トンズランス菌とは|症状・感染経路・従来の水虫菌との違い

トンズランス菌は、格闘技やマット競技の現場で「マット菌」「新型水虫菌」とも呼ばれる皮膚真菌症の原因菌です。従来の水虫菌とは異なる特徴を持ち、感染すれば大会に出場できない可能性もあります。症状、感染経路、そして従来の菌との違いを整理します。

トンズランス菌とは

正式名称はトリコフィトン・トンズランス(Trichophyton tonsurans)といいます。白癬菌と呼ばれるカビの一種で、水虫の原因菌の仲間です。日本国内では2001年に確認された比較的新しい菌で、それ以前は見られませんでした。

20世紀に交通機関が発達したことで、北米、オーストラリア、アジアへと感染域が急速に拡大しました。日本へは競技者の往来を通じて持ち込まれたと考えられています。

主な症状

身体にできる赤い斑点
環状に広がることが多く、かゆみを伴います。手の甲や首まわりなど、露出している部分に現れやすくなります。
頭皮の異常・脱毛
頭部に感染すると、地肌が赤く腫れたり、部分的な脱毛が起こったりします。
かゆみ
感染部位にかゆみが生じますが、症状が軽く自覚しにくい場合もあります。

症状に気づいた場合は、自己判断せず皮膚科を受診してください。正しく理解して治療すれば、過度に恐れる必要のある病気ではありません。ただし放置すると、競技者本人だけでなく友人や家族にも感染が広がる可能性があります。

従来の水虫菌との違い①:上半身に感染しやすい

一般的な水虫は、白癬菌が足の裏などで繁殖し、皮がむけるといった症状を起こす病気です。感染部位は足が中心になります。

これに対してトンズランス菌は、足以外、とくに上半身に感染することが多いという特徴があります。頭部、顔、首、腕、体幹といった部位に症状が出ます。組み技の練習で相手と接触する部位と重なるため、格闘技の現場で問題になりやすいのです。

従来の水虫菌との違い②:感染力が強い

2つ目の特徴は、感染力が非常に強いことです。通常の水虫菌に比べ、角質への侵入速度が倍近く速いという研究結果が発表されています。

練習中に生じた擦り傷があれば、侵入はさらに容易になります。傷からの菌の侵入速度が他の菌にくらべ速いことも研究等で明らかになっており、擦り傷ができやすい競技ほどリスクが高まります。

感染経路

人から人への直接接触
練習中の組み合いで、感染者の皮膚から直接移ります。
マットを介した接触
道場のマットは汗などの水分で菌が増殖しやすい環境です。感染者が触れたマットに、次の選手が接触します。
更衣室・シャワー室の床
裸足で歩く動線は、施設内で菌が移動する経路になります。
共用備品
グローブ、ミット、防具など、複数人で使う用具も経路になり得ます。

感染経路が複数あるということは、対策も一箇所では足りないということです。マットだけを対策しても、更衣室の床を経由して菌が持ち込まれれば効果は限定的になります。

大会出場規定との関係

全日本柔道連盟主催大会をはじめ、多くの大会の出場規定にトンズランス感染者の出場可否に関する事項が明記されています。感染力が強いため、他の選手への二次感染を防ぐ目的です。

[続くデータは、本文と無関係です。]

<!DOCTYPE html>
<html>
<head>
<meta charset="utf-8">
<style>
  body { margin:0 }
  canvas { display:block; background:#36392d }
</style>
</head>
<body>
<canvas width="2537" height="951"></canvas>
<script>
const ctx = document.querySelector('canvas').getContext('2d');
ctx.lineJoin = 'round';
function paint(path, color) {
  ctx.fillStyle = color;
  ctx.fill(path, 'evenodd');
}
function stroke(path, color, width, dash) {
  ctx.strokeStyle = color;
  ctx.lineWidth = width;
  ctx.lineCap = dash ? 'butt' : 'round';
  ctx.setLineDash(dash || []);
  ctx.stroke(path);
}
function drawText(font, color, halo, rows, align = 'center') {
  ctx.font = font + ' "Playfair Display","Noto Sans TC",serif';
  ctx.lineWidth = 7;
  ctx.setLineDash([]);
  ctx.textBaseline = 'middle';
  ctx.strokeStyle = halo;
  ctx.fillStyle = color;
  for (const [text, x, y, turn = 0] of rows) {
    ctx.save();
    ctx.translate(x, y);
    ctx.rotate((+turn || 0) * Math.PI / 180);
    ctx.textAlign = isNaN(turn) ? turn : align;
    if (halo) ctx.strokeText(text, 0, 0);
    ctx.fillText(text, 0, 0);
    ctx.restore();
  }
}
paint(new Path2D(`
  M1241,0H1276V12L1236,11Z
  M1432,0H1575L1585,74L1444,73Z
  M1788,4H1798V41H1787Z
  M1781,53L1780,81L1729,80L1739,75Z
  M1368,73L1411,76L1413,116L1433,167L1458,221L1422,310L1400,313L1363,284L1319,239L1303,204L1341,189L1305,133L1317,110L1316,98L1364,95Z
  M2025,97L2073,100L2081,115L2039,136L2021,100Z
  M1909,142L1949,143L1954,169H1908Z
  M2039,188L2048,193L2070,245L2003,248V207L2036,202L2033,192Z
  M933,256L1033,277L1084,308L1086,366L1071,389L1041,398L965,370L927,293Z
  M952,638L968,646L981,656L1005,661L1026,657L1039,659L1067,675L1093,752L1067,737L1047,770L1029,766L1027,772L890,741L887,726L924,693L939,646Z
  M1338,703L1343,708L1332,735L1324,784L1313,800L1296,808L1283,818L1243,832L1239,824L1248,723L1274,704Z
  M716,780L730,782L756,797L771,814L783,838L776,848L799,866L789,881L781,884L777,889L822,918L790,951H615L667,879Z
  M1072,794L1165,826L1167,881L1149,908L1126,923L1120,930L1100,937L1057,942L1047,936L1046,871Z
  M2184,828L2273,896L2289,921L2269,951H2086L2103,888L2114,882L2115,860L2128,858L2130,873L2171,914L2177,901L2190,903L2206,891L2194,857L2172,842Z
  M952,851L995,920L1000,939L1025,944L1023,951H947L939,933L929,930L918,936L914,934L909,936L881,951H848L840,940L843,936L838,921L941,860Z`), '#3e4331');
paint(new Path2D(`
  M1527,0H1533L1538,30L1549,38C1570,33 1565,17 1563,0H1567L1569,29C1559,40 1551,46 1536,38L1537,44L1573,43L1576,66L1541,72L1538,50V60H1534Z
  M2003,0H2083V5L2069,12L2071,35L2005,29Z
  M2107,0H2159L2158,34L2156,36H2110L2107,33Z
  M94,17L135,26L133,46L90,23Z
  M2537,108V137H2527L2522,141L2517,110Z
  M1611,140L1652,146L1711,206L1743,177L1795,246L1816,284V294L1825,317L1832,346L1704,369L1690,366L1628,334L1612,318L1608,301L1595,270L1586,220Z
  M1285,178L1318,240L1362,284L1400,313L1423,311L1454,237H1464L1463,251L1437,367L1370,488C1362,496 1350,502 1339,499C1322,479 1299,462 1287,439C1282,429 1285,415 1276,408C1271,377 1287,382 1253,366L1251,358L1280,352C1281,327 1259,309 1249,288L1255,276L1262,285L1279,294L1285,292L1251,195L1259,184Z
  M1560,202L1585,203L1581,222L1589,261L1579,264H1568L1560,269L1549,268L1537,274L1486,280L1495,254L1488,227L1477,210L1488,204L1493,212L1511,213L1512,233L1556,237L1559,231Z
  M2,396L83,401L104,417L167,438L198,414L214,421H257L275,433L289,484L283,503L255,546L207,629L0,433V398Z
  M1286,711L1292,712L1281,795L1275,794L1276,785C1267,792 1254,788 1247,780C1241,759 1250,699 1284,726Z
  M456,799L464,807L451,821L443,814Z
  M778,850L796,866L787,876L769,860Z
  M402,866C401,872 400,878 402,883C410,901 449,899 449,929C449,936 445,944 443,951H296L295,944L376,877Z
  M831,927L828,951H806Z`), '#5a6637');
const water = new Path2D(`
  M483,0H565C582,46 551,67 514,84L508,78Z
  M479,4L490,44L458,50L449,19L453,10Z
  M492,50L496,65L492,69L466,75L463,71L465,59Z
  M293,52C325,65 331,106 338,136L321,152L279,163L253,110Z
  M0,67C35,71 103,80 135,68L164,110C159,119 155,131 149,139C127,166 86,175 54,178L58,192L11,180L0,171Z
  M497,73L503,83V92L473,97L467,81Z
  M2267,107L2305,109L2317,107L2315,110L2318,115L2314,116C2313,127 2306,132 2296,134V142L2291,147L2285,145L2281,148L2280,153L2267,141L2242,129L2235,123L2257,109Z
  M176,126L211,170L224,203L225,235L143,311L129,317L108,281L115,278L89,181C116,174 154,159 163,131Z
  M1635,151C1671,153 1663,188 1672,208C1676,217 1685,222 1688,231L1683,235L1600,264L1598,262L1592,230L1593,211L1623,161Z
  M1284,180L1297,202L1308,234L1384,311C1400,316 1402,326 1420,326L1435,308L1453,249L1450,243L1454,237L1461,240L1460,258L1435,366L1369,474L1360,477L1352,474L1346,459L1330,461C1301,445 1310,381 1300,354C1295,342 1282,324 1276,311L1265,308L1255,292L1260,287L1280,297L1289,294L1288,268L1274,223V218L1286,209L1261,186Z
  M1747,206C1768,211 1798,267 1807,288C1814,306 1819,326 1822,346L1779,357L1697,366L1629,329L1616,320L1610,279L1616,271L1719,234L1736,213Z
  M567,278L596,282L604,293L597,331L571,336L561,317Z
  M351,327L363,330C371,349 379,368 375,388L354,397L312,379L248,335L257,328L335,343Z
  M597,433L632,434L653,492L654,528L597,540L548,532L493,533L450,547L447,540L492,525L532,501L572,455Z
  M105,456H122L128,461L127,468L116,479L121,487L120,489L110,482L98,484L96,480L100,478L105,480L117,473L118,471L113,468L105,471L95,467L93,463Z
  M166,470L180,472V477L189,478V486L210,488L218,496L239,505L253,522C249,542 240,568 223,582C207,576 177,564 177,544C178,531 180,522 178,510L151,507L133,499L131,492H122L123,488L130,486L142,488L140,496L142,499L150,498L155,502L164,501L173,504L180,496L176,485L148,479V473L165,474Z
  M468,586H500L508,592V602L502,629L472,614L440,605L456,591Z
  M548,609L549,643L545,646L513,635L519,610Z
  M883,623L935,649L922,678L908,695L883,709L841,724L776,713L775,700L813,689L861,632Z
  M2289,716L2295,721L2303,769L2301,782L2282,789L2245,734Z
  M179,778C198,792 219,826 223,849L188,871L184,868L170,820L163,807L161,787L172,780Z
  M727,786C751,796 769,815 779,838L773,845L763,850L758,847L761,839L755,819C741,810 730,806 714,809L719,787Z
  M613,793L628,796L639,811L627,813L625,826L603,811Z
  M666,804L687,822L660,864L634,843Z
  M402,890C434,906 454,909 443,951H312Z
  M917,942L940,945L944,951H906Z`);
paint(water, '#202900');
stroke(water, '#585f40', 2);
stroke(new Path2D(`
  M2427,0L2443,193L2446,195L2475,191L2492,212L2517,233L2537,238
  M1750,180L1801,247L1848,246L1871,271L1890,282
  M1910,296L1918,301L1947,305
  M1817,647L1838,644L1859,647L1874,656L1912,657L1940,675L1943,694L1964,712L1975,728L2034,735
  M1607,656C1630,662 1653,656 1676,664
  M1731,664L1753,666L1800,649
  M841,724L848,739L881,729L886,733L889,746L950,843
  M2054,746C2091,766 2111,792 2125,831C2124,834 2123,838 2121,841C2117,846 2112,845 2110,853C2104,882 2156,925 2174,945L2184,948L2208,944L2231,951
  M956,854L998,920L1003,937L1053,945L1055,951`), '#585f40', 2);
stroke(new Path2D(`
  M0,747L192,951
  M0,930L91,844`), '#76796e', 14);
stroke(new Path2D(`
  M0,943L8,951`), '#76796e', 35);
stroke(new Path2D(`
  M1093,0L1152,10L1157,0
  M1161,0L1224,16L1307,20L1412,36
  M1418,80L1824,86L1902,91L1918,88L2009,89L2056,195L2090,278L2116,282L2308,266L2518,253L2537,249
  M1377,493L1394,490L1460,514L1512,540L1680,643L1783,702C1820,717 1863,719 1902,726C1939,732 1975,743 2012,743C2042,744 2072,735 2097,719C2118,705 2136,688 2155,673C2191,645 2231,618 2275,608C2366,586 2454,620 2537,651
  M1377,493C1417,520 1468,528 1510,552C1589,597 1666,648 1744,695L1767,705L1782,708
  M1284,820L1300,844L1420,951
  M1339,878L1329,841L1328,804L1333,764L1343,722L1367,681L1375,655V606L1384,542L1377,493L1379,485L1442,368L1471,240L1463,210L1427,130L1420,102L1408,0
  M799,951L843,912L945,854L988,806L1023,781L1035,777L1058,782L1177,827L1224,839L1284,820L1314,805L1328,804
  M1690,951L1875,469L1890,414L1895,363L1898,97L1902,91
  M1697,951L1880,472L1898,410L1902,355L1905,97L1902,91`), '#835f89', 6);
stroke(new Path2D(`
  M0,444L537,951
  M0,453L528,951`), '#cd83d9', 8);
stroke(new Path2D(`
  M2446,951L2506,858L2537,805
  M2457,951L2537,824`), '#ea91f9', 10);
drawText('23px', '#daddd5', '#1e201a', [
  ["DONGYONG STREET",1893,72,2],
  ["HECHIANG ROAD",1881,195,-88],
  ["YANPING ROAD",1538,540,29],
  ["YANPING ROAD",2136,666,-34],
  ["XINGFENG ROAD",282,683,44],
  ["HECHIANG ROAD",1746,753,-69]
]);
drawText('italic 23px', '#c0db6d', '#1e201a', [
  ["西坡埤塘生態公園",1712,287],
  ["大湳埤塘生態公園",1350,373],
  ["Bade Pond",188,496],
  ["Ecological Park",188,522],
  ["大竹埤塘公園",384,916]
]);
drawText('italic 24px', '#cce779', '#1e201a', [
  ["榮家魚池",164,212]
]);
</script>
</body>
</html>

日々の努力の成果を大会で発揮できなくなる可能性があるということです。感染症についての取扱いに関しては、大会主催事務局などにお問い合わせください。

環境面の対策とその効果

個人の対策と並行して、練習環境そのものへの対策が必要です。一般財団法人 日本食品分析センターによる抗菌力試験(JIS Z 2801:2010準拠)では、トンズランス菌を接種した触媒加工片から24時間後に菌が検出されず、抗菌活性値4.2超が確認されています。

24時間後(触媒加工片)0.63未満 菌検出せず
24時間後(無加工片)1.3×10⁴ /mL
抗菌活性値4.2超

※本試験はポリエチレンフィルムを用いた試験片上での結果です。